Exercise – Set down each entry as it stands. Skip the pictures.

##### Information

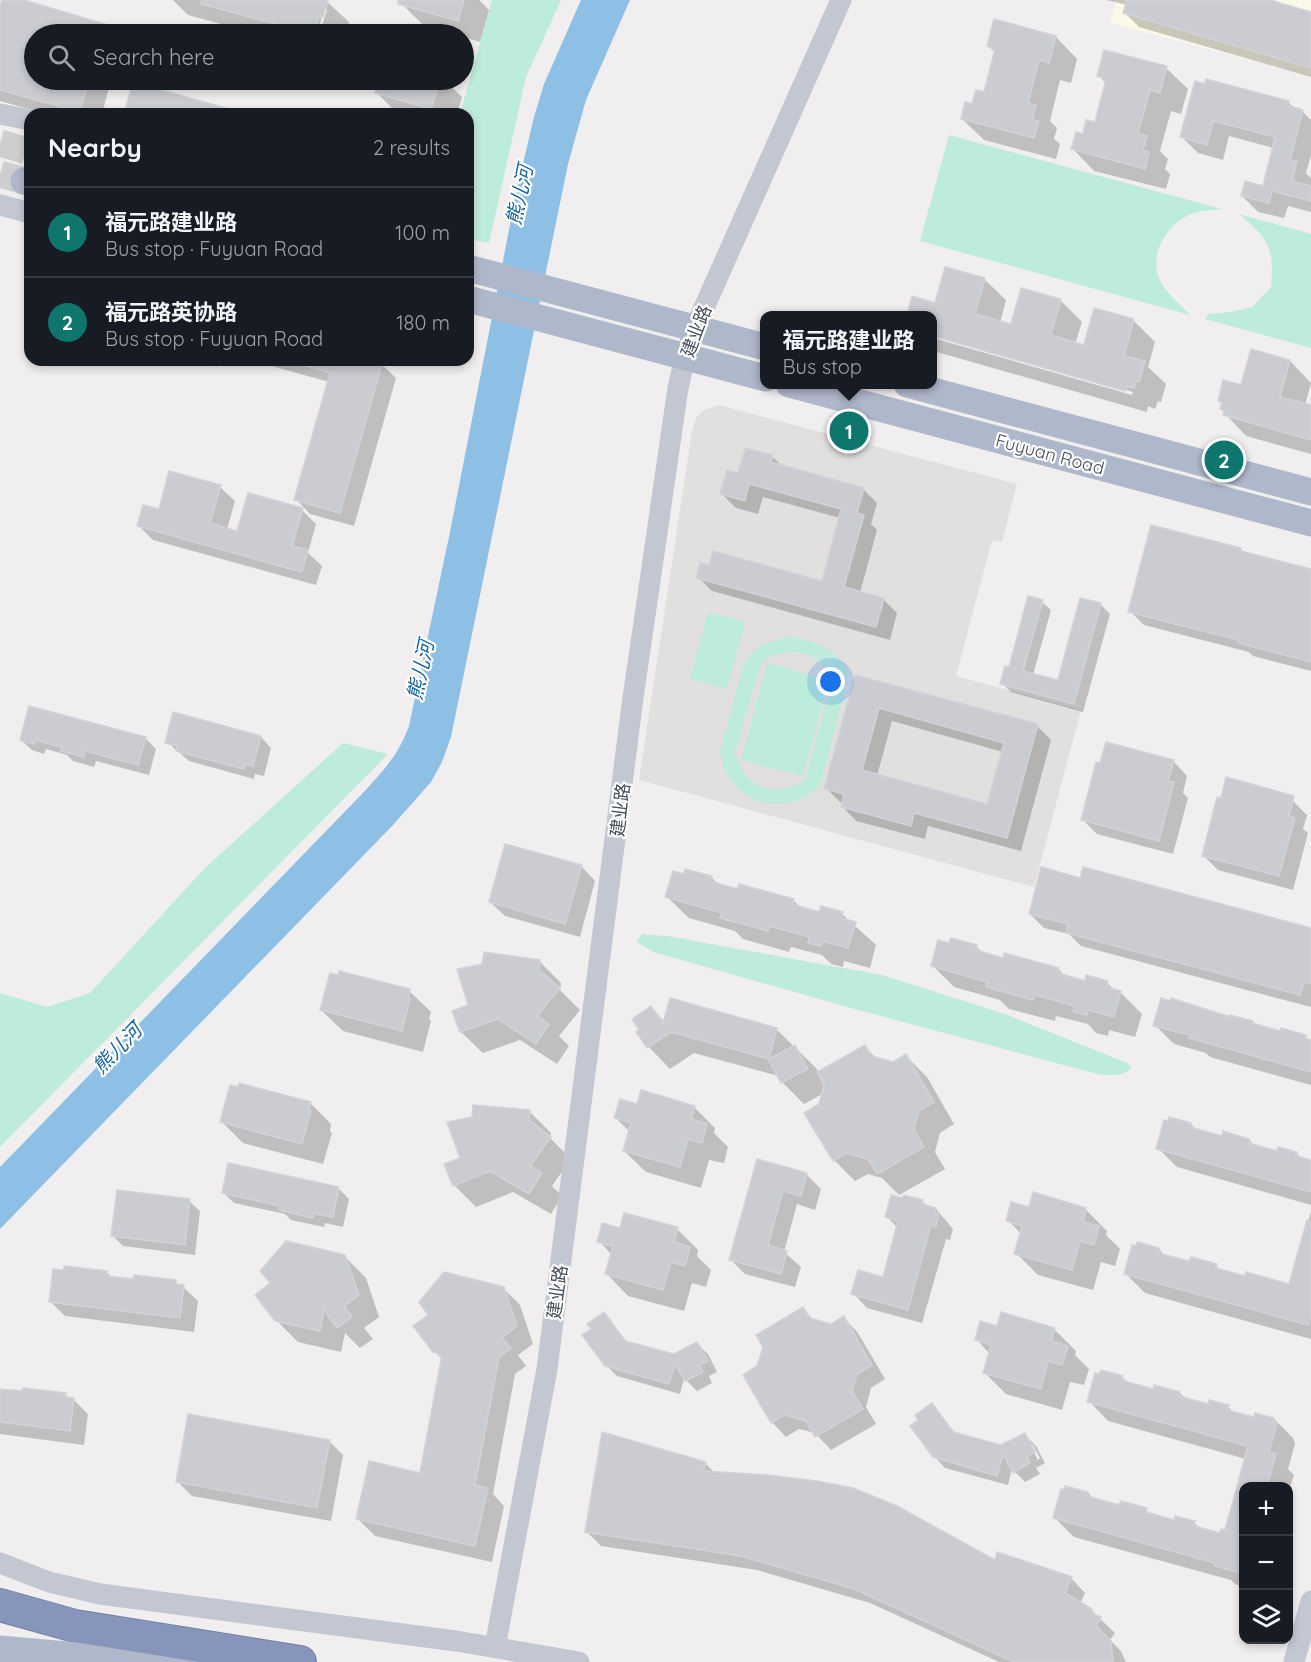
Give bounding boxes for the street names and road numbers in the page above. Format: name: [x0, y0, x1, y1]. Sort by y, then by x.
street label: 建业路: [676, 302, 716, 360]
street label: Fuyuan Road: [993, 428, 1107, 480]
street label: 建业路: [605, 782, 635, 838]
street label: 建业路: [542, 1264, 572, 1320]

##########

Exercise answer –
Give bounding boxes for the street names and road numbers in the page above. Format: name: [x0, y0, x1, y1]. Sort by y, then by x.
street label: 建业路: [676, 302, 716, 360]
street label: Fuyuan Road: [993, 428, 1107, 480]
street label: 建业路: [605, 782, 635, 838]
street label: 建业路: [542, 1264, 572, 1320]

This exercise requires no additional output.